Figure 1. Low magnification view of neonatal rabbit lung slice immunostained for 5-HT

A small bronchiole (BR) with NEB cell cluster stongly positive for 5-HT located at airway bifurcation(arrow). PA, pulmonary artery. (Immunoperoxidase method for 5-HT; scale bar represents 100 μm). Inset, higher magnification of airway epithelium with two 5-HT immunoreactive NEBs facing each other with their apical surfaces exposed to airway lumen (arrowhead). (Immunoperoxidase method for 5-HT; scale bar represents 5 μm.)

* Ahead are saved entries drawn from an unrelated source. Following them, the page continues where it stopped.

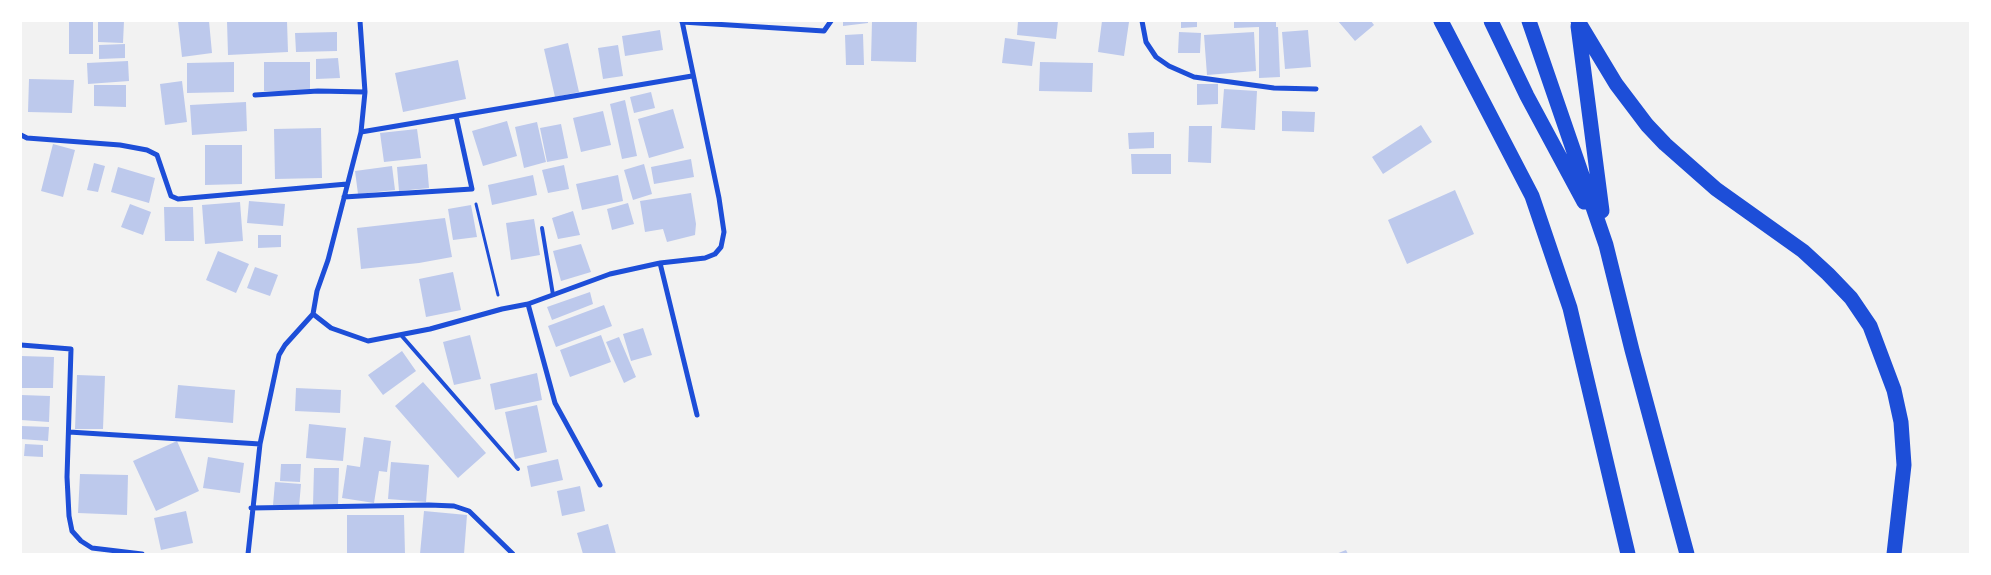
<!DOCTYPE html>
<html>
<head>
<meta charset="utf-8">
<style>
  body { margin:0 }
  #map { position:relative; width:1991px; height:575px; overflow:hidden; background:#f2f2f2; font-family:Mulish,sans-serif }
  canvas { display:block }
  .frame { position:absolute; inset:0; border:22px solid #fff; pointer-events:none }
</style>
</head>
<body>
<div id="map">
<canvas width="1991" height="575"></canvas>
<div class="frame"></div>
</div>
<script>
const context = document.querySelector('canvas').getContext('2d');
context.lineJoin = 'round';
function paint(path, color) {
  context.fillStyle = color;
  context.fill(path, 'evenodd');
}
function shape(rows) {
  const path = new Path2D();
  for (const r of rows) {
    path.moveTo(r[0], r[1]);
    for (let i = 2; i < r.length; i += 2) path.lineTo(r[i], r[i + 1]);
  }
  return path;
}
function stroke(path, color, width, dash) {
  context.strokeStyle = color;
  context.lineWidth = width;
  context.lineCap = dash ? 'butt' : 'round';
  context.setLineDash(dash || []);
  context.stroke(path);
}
paint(shape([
  [69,21,93,21,93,54,69,54],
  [98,21,124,21,123,43,98,42],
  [178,21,209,21,212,53,182,57],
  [227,21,287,21,288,52,228,55],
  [843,21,868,21,868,23,843,26],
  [872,21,917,21,916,62,871,61],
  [1018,21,1058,21,1056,39,1017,35],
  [1102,21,1129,22,1124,56,1098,52],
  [1181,21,1197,21,1197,27,1181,28],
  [1234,21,1276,21,1276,27,1278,27,1280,77,1259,78,1259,27,1234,28],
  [1338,21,1371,21,1374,25,1355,41],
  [660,30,663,50,625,56,622,36],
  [1308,30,1311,67,1285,69,1282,32],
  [337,32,337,51,296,52,295,33],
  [1179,32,1201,33,1200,53,1178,53],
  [1254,32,1256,71,1207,75,1204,35],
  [863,34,864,65,846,65,845,35],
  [1005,38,1035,42,1032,66,1002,63],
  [568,43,579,92,555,97,544,49],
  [125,44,125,58,99,59,99,45],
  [618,45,623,76,603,79,598,48],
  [338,58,340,78,316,79,316,59],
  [458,60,466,99,403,112,395,73],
  [128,61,129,81,88,84,87,63],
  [234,62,234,92,187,93,187,63],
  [264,62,310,62,310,91,264,91],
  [1040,62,1093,63,1092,92,1039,91],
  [29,79,74,80,72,113,28,112],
  [182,81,187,122,165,125,160,84],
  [1197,84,1218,84,1218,104,1197,105],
  [94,85,126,85,126,107,94,106],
  [1224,89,1257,91,1255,130,1221,128],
  [651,92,655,108,634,113,630,97],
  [625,100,637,156,622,159,610,104],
  [246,102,247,131,192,135,190,105],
  [673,109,684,148,649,158,638,119],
  [603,111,611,145,581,152,573,118],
  [1282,111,1315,112,1314,132,1282,131],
  [507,121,517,156,483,166,472,131],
  [537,122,546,162,524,168,515,127],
  [561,124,568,158,547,162,540,128],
  [1421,125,1432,142,1383,174,1372,157],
  [1189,126,1212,126,1211,163,1188,162],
  [321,128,322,178,275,179,274,129],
  [417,129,421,158,384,162,380,133],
  [1154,132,1154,148,1129,149,1128,133],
  [53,144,75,150,63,197,41,191],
  [205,145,242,145,242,184,205,185],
  [1131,154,1171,154,1171,174,1132,174],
  [691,159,694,177,654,184,651,167],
  [94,163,105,166,98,192,87,190],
  [427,164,429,188,399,191,397,167],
  [644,164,652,194,633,200,624,170],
  [564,165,569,189,548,193,542,170],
  [392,166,395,190,358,194,355,171],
  [118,167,155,178,149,203,111,192],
  [533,175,537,195,492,205,488,185],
  [618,175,623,201,582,210,576,184],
  [1455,190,1474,234,1407,264,1388,220],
  [691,193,696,224,695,235,667,242,663,229,645,232,640,201],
  [249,201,285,204,283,226,247,223],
  [240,202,243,241,205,244,202,205],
  [628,203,634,224,612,230,607,209],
  [130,204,151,212,143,235,121,227],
  [471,205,477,237,453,240,448,209],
  [164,207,193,207,194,241,165,241],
  [573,211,580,235,558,239,552,218],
  [445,218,452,257,419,263,361,269,357,228],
  [534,219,540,255,511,260,506,223],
  [258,235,281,235,281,247,258,248],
  [581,244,591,272,561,281,553,251],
  [218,251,249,264,236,293,206,280],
  [255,267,278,275,270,296,247,288],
  [453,272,461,310,426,317,419,279],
  [590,292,593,304,552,320,547,307],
  [604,305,612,326,556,347,548,326],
  [643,328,652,355,631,361,623,334],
  [470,335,481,379,454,385,443,342],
  [601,335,611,362,570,377,560,350],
  [619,337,636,377,624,383,606,342],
  [402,351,416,371,383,395,368,375],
  [21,356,54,357,53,388,21,388],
  [537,373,542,400,495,410,490,384],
  [77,375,105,376,103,429,75,429],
  [423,382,486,453,458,478,395,406],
  [178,385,235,390,233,423,175,418],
  [296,388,341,390,340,413,295,411],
  [21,395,50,396,49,422,21,420],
  [537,405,547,452,515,459,505,412],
  [309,424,346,428,343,461,306,458],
  [21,426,49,427,48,441,21,439],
  [364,437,391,441,387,472,379,471,374,503,342,498,347,465,360,467],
  [177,441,199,491,156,511,133,461],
  [25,444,43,445,43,457,24,456],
  [208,457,244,463,240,493,203,488],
  [558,459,563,480,531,487,527,466],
  [391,462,429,465,426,502,388,499],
  [281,464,301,464,300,482,280,481],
  [314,468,339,468,338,505,313,505],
  [80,474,128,475,127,515,78,513],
  [275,482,301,484,299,507,273,505],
  [580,486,585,511,562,516,557,491],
  [186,511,193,543,161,550,154,518],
  [424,511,467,515,464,554,420,554],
  [347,515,404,515,405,554,347,554],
  [608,524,616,554,583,554,577,533],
  [1346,550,1348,554,1336,554]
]), '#bdc9ec');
stroke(shape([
  [476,204,498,295]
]), '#1d4ed8', 3);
stroke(shape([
  [542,228,553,295],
  [401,335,518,469]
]), '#1d4ed8', 4);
stroke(shape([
  [1142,21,1146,42,1156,57,1169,66,1194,77,1274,88,1316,89],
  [682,22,824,31,831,21],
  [255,95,318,91,365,92],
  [361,132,692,76],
  [21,135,27,138,120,145,147,150,157,155,171,196,178,199,347,184],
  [344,197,472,189,456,116],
  [660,263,697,415],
  [528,304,555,403,600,485],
  [313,314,331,328,368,341,430,329,502,309,528,304,610,274,660,263,705,258,715,254,721,247,724,232,719,198,682,21],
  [21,345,71,349,67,477,69,516,72,531,81,541,92,548,142,554],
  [69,432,260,444],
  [251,508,429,505,454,506,469,511,513,554],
  [248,554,260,444,279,355,285,345,313,314,317,291,328,260,361,132,365,92,360,21]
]), '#1d4ed8', 5);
stroke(shape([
  [1441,21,1532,196,1570,308,1628,554],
  [1491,21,1527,96,1584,202],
  [1529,21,1606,245,1632,350,1687,554],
  [1578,21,1616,84,1647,125,1665,144,1716,189,1803,251,1828,274,1851,298,1870,326,1894,390,1901,422,1904,465,1894,554],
  [1578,26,1602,211]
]), '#1d4ed8', 15);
</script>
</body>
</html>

Figure 2. Amperometric recording from individual NEB cells

A, example of exocytosis induced from NEB cells by perfusion with a hypoxia solution (P_O2 = 18 mmHg). At the point indicated by the arrow, the perfusate was changed to hypoxia solution. A, bottom left panel, a large spike-like exocytotic event is shown on an expanded time base. Scale bars apply to traces A, C and D. A, bottom right panel, frequency distribution of the charge of secretory events evoked by hypoxia in six different cells. B, effects of 4 different levels of partial pressures of oxygen in solution on secretory response from NEB cells. Each point represents the mean values of between 8 and 18 cells. The vertical bars show the mean ± s.e.m. * P < 0.05. C, effect of TTX on hypoxia-induced secretory response. Note that exocytosis was abolished by hypoxia plus 1 μm TTX; all recordings are from one cell. D, secretory response of an NEB cell to high extracellular potassium (50 mm). E, bar graph showing mean frequency of exocytosis induced by hypoxia with 5 mm K⁺ and normoxia with 50 mm K⁺ extracelluar solution. Each bar represents mean ± s.e.m. determined from the number of cells indicated in parentheses.

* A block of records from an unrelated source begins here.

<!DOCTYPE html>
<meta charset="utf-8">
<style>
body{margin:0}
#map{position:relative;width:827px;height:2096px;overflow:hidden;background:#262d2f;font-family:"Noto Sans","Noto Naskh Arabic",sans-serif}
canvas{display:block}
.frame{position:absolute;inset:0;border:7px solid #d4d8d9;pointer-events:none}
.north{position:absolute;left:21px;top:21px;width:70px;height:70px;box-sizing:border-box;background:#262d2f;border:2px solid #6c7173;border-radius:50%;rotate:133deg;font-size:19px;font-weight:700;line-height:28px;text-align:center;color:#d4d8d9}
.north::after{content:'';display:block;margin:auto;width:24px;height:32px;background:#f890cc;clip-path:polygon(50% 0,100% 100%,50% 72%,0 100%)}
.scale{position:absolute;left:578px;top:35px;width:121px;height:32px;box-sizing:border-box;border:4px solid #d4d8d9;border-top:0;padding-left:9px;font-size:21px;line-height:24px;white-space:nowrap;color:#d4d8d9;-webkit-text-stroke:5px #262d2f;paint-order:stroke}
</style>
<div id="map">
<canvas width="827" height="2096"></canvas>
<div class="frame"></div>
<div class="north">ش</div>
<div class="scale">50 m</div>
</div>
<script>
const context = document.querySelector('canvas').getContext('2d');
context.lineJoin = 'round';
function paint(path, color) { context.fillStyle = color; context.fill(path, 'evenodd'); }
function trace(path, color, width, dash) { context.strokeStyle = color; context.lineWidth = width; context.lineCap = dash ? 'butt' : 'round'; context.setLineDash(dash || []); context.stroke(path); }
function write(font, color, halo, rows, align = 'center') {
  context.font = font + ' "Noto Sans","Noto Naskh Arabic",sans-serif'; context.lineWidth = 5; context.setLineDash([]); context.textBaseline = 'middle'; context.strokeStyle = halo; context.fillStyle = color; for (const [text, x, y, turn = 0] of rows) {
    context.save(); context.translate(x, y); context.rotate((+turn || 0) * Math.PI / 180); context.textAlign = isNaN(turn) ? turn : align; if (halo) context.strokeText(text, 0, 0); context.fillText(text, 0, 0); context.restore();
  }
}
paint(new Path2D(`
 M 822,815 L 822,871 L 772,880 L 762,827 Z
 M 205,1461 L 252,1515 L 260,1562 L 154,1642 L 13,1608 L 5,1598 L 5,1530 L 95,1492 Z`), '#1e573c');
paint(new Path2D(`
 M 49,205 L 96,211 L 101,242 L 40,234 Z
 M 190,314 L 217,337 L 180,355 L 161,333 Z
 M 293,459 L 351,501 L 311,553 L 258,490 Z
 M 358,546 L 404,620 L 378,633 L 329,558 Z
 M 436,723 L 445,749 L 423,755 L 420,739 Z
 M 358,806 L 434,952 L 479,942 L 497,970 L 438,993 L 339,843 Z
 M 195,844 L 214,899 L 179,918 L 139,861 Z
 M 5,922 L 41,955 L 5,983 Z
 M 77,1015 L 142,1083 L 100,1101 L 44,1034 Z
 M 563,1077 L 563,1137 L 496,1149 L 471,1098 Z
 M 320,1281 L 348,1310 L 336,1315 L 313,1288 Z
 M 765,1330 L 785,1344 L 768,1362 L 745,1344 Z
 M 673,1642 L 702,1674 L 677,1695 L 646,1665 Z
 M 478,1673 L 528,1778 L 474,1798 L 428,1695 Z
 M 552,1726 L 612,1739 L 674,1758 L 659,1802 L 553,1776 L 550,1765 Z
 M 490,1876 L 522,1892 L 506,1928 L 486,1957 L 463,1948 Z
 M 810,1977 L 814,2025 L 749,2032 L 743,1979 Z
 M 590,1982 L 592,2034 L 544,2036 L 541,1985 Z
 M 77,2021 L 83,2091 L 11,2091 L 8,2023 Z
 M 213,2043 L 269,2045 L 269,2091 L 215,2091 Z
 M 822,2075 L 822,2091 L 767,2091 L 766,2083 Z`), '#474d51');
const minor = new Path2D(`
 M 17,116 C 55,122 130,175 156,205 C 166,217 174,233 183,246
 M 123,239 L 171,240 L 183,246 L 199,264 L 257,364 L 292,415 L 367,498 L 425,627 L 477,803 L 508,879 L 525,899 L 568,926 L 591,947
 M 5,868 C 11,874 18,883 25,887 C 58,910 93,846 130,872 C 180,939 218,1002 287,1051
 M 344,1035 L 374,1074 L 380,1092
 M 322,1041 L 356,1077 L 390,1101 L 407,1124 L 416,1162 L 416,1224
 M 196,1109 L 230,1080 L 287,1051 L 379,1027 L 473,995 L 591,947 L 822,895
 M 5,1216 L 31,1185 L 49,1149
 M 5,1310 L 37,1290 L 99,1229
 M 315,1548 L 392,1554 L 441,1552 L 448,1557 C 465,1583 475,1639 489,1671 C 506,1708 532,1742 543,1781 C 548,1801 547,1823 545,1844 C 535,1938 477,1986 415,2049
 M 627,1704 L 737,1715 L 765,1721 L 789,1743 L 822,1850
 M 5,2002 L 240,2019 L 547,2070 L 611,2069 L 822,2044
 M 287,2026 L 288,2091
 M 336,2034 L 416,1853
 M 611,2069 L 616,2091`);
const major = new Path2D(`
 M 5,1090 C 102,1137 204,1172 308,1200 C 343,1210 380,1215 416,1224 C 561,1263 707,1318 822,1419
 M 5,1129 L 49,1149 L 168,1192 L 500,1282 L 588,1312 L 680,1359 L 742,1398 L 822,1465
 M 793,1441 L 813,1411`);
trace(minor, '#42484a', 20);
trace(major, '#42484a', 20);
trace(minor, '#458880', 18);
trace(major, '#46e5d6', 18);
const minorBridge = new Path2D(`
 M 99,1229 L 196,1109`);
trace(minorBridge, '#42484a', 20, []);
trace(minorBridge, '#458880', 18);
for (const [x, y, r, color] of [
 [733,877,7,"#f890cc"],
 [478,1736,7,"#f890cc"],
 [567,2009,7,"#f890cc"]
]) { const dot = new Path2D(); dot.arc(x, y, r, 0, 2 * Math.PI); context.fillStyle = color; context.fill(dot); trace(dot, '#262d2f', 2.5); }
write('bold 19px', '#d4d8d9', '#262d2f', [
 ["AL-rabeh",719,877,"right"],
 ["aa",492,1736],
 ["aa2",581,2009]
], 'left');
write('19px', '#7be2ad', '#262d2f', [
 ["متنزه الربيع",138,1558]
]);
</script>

Figure 3. Secretory response of NEB cells to TEA and 4-AP

A, example of an amperometric recording showing excytosis in normoxic solution (5 mm K⁺) containing 20 mm TEA. B, example recording showing exocytosis in normoxic solution (5 mm K⁺) containing 2 mm 4-AP. C, example recording illustrating lack of potentiation of the effect of hypoxia by TEA. D, bar graph showing mean frequency of exocytosis evoked by TEA and 4-AP in the absence or presence of hypoxia (P_O2 = 18 mmHg). Each bar represents mean ± s.e.m. determined from the number of cells indicated in parentheses.

Figure 4. Effects of Ca²⁺ channels blockers and 5-HT₃-R blocker on hypoxia-induced secretory reponses

A, example of an amperometric recording of exocytosis evoked from an NEB cell following exposure to hypoxia (P_O2 = 18 mmHg). Excytosis was abolished by switching the solution to one of the same P_O2, containing 200 μm Cd²⁺. B, example of amperometric recording of exocytosis evoked from NEB cell following exposure to L-type Ca²⁺ blocker, 1 μm ω-CgTx. C, example of an amperometric recording of exocytosis evoked from an NEB cell following exposure to the 5-HT₃-R blocker, 50 μm ICS 205 930. D, bar graph showing the mean frequency of exocytosis evoked by hypoxia (no blockers) in the presence of different selective blockers of voltage-gated Ca²⁺ channels and 5-HT₃-R blocker. Cells were exposed to Cd²⁺ (200 μm), nifedipine (2 μm), ω-CgTx (1 μm), or ICS 205 930 (50 μm), as indicated under each bar. Each bar represents mean ± s.e.m. determined from the number of cells indicated in parentheses. * P < 0.05.